Stored items:
========

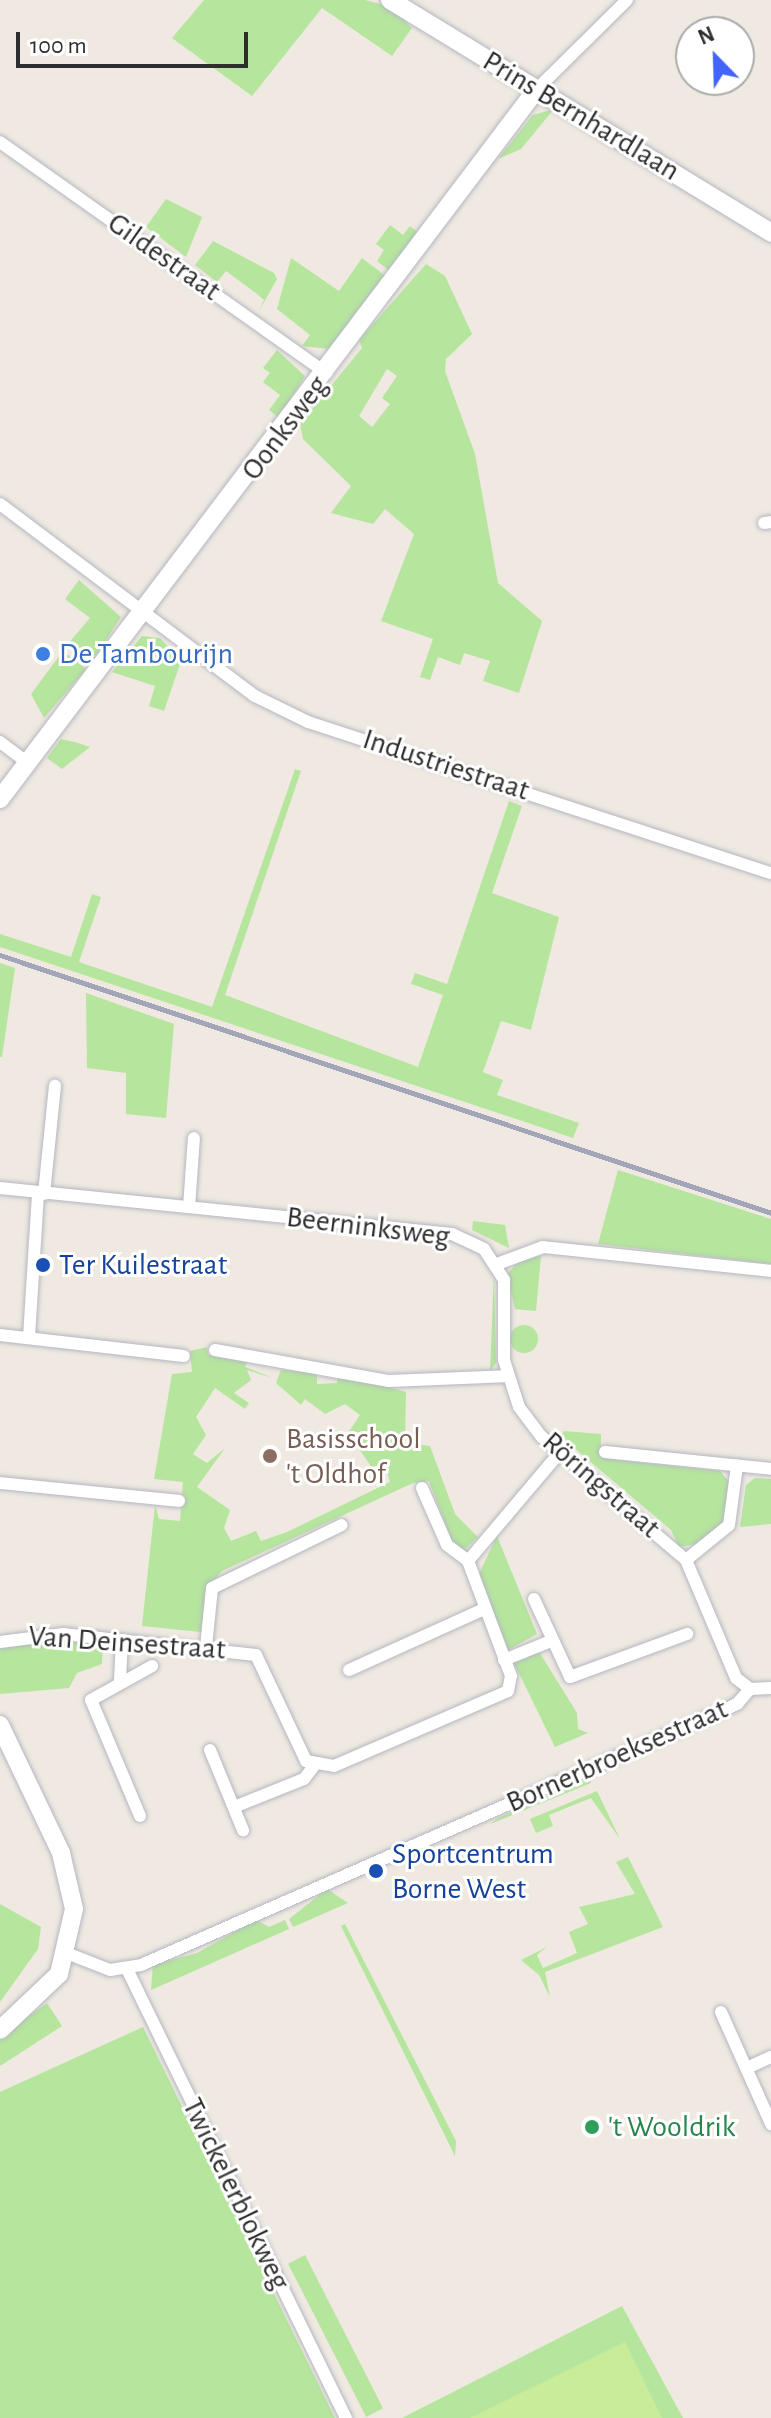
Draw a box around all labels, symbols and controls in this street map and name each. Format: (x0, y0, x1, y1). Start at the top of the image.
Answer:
scale bar (20, 16, 252, 66)
north arrow (675, 16, 755, 96)
text: N (695, 23, 718, 49)
text: 100 m (30, 34, 87, 58)
street label: Prins Bernhardlaan (476, 43, 686, 189)
street label: Gildestraat (101, 205, 227, 309)
street label: Oonksweg (234, 369, 336, 487)
place label: De Tambourijn (59, 636, 233, 672)
marker: De Tambourijn (34, 645, 52, 663)
street label: Industriestraat (358, 721, 534, 809)
street label: Beerninksweg (284, 1199, 452, 1255)
place label: Ter Kuilestraat (59, 1247, 227, 1283)
marker: Ter Kuilestraat (34, 1256, 52, 1274)
place label: Basisschool 't Oldhof (286, 1421, 421, 1492)
street label: Röringstraat (535, 1424, 667, 1546)
marker: Basisschool 't Oldhof (261, 1447, 279, 1465)
street label: Van Deinsestraat (27, 1618, 227, 1668)
street label: Bornerbroeksestraat (501, 1691, 733, 1821)
place label: Sportcentrum Borne West (392, 1836, 554, 1906)
marker: Sportcentrum Borne West (367, 1862, 385, 1880)
street label: Twickelerblokweg (174, 2092, 298, 2296)
place label: 't Wooldrik (608, 2109, 735, 2145)
marker: 't Wooldrik (583, 2118, 601, 2136)

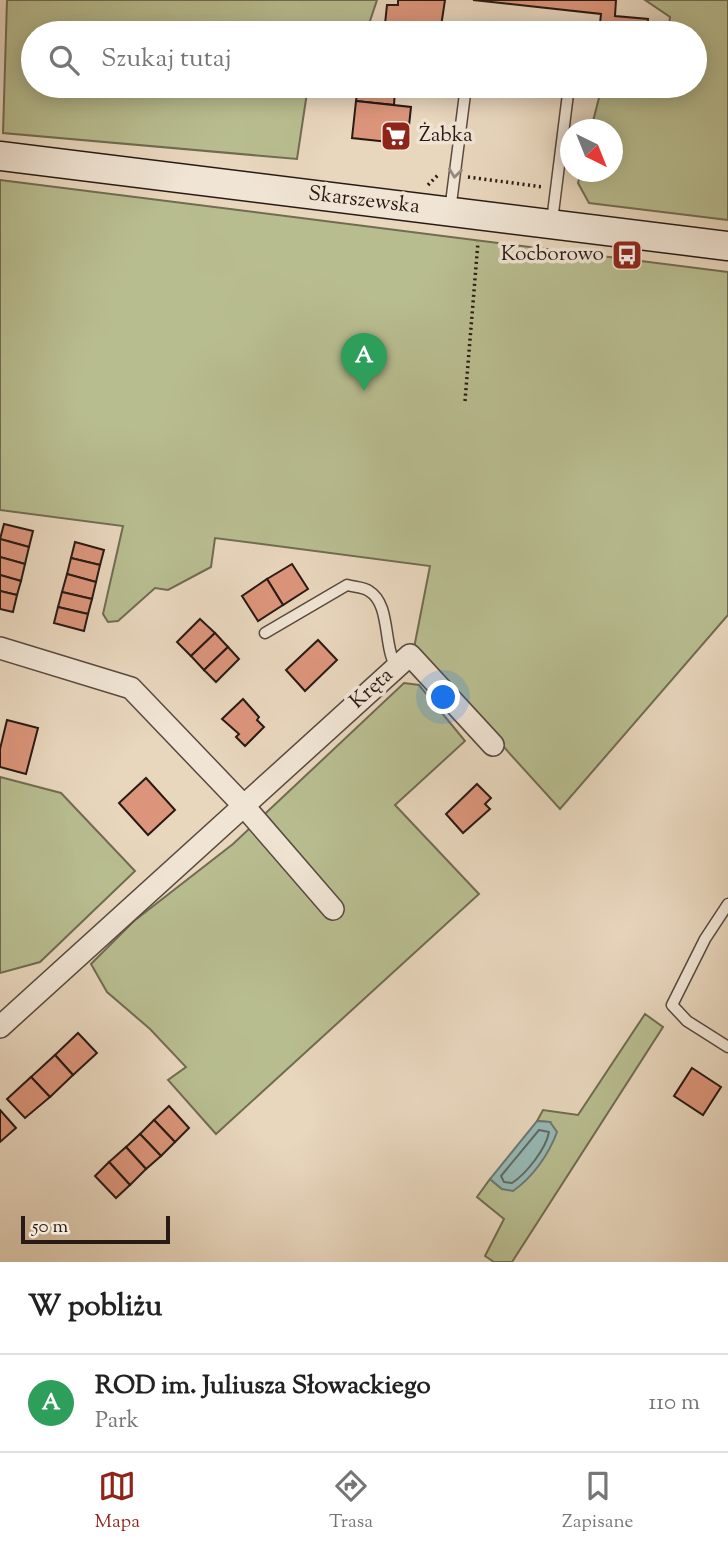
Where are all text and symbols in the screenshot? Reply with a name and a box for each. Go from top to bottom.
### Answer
search box [21,21,707,98]
icon: search [45,41,83,79]
text: Szukaj tutaj [101,41,232,78]
supermarket icon: Żabka [379,119,413,153]
north arrow [560,119,623,182]
place label: Żabka [419,121,473,151]
one-way arrow [447,167,462,179]
street label: Skarszewska [307,179,422,223]
bus stop icon: Kocborowo [610,238,644,272]
place label: Kocborowo [501,240,604,270]
pin: A [341,333,387,391]
street label: Kręta [344,661,401,717]
your location [426,680,460,714]
scale bar [21,1213,170,1245]
text: 50 m [32,1214,68,1241]
text: W pobliżu [28,1286,162,1329]
text: ROD im. Juliusza Słowackiego [95,1368,431,1405]
text: A [42,1387,60,1420]
text: 110 m [649,1387,700,1420]
text: Park [95,1405,139,1438]
tab: Mapa [95,1467,140,1536]
tab: Trasa [329,1467,373,1536]
tab: Zapisane [562,1467,633,1536]

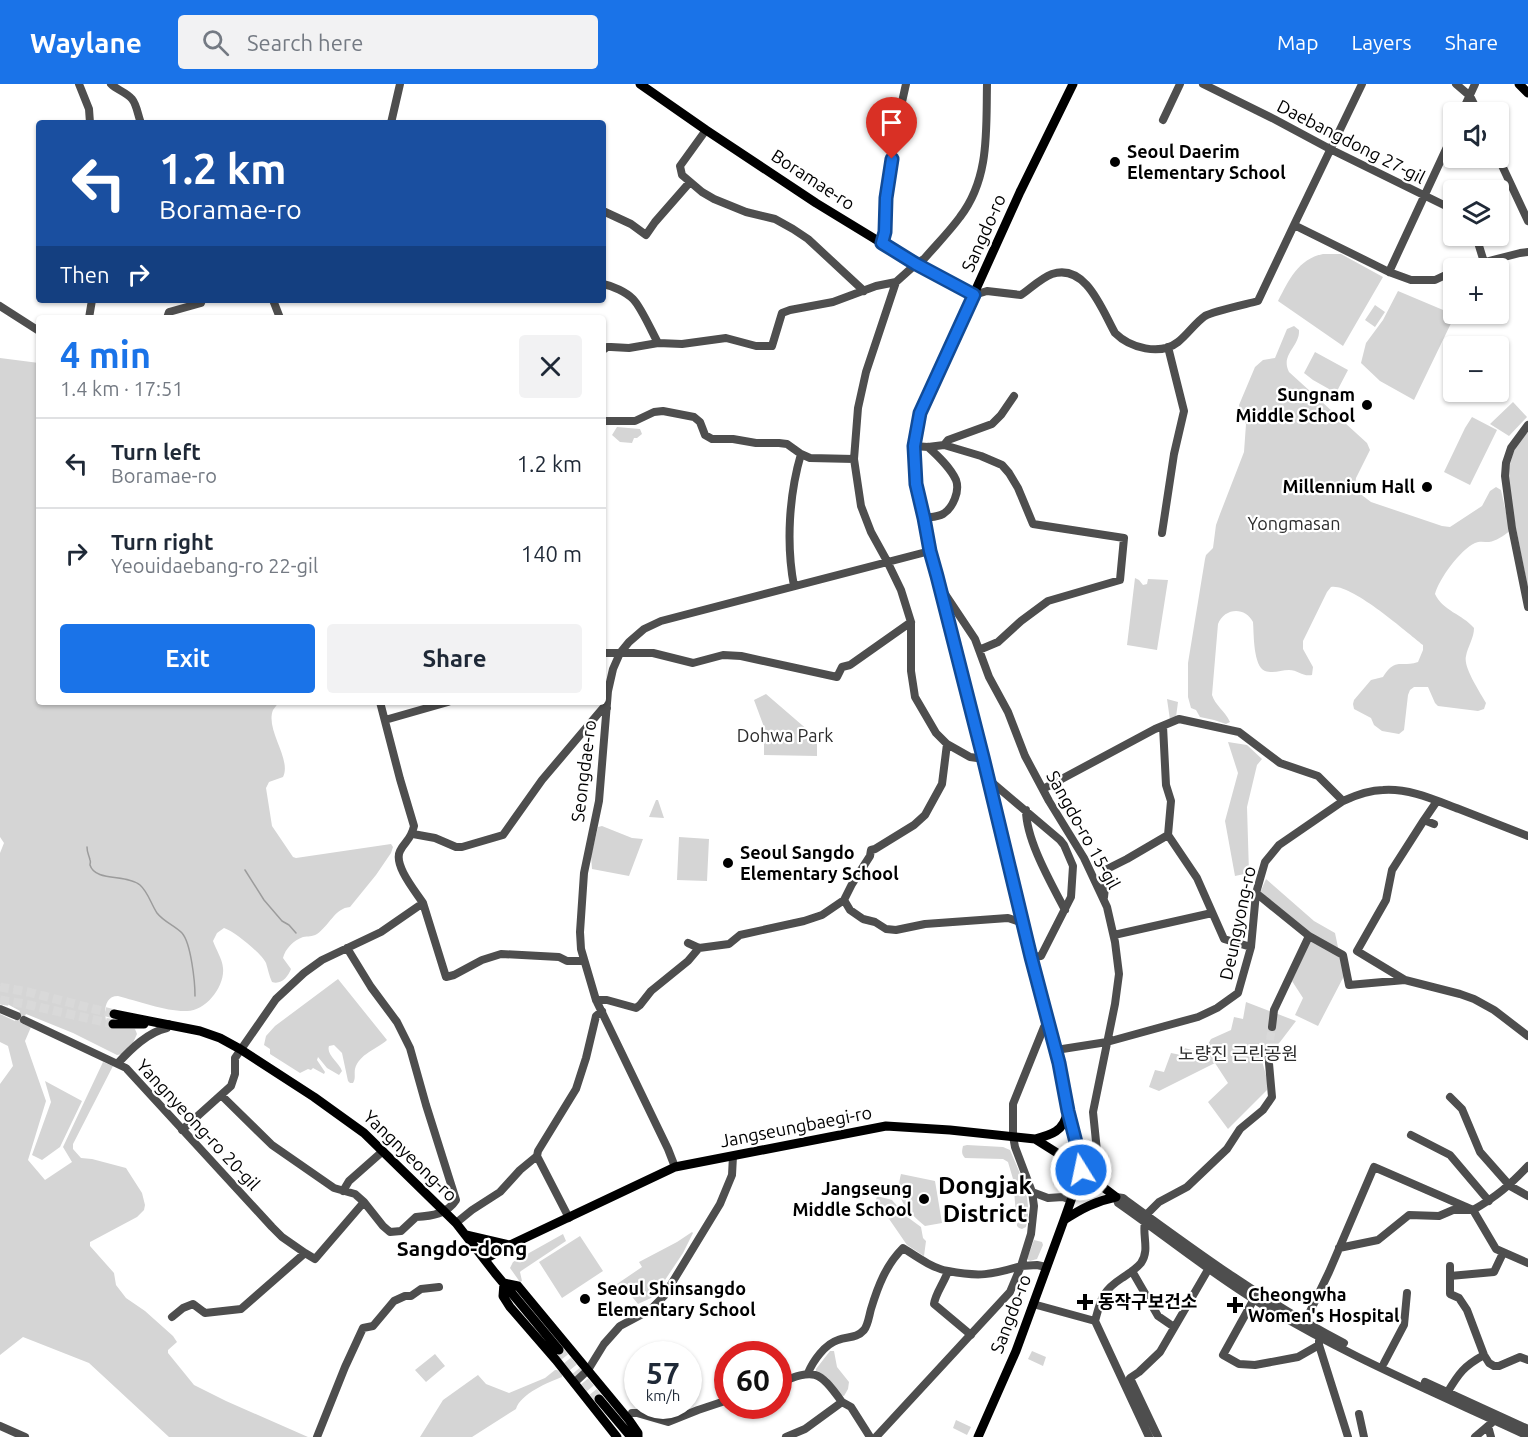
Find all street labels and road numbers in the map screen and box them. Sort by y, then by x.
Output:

========

* How to complete this task
Output exactly the lines from the first line of the records through the line containing "Where are all". Leave out every picture.

* Task result
Draw a box around all labels, symbols and controls in this street map and name each. Format: (x0, y0, x1, y1). Start at the top of the image.
Answer:
scale bar (20, 16, 252, 66)
north arrow (675, 16, 755, 96)
text: N (695, 23, 718, 49)
text: 100 m (30, 34, 87, 58)
street label: Prins Bernhardlaan (476, 43, 686, 189)
street label: Gildestraat (101, 205, 227, 309)
street label: Oonksweg (234, 369, 336, 487)
place label: De Tambourijn (59, 636, 233, 672)
marker: De Tambourijn (34, 645, 52, 663)
street label: Industriestraat (358, 721, 534, 809)
street label: Beerninksweg (284, 1199, 452, 1255)
place label: Ter Kuilestraat (59, 1247, 227, 1283)
marker: Ter Kuilestraat (34, 1256, 52, 1274)
place label: Basisschool 't Oldhof (286, 1421, 421, 1492)
street label: Röringstraat (535, 1424, 667, 1546)
marker: Basisschool 't Oldhof (261, 1447, 279, 1465)
street label: Van Deinsestraat (27, 1618, 227, 1668)
street label: Bornerbroeksestraat (501, 1691, 733, 1821)
place label: Sportcentrum Borne West (392, 1836, 554, 1906)
marker: Sportcentrum Borne West (367, 1862, 385, 1880)
street label: Twickelerblokweg (174, 2092, 298, 2296)
place label: 't Wooldrik (608, 2109, 735, 2145)
marker: 't Wooldrik (583, 2118, 601, 2136)

Where are all text and symbols in the screenshot? Reply with a name and a box for each. Go from top to bottom.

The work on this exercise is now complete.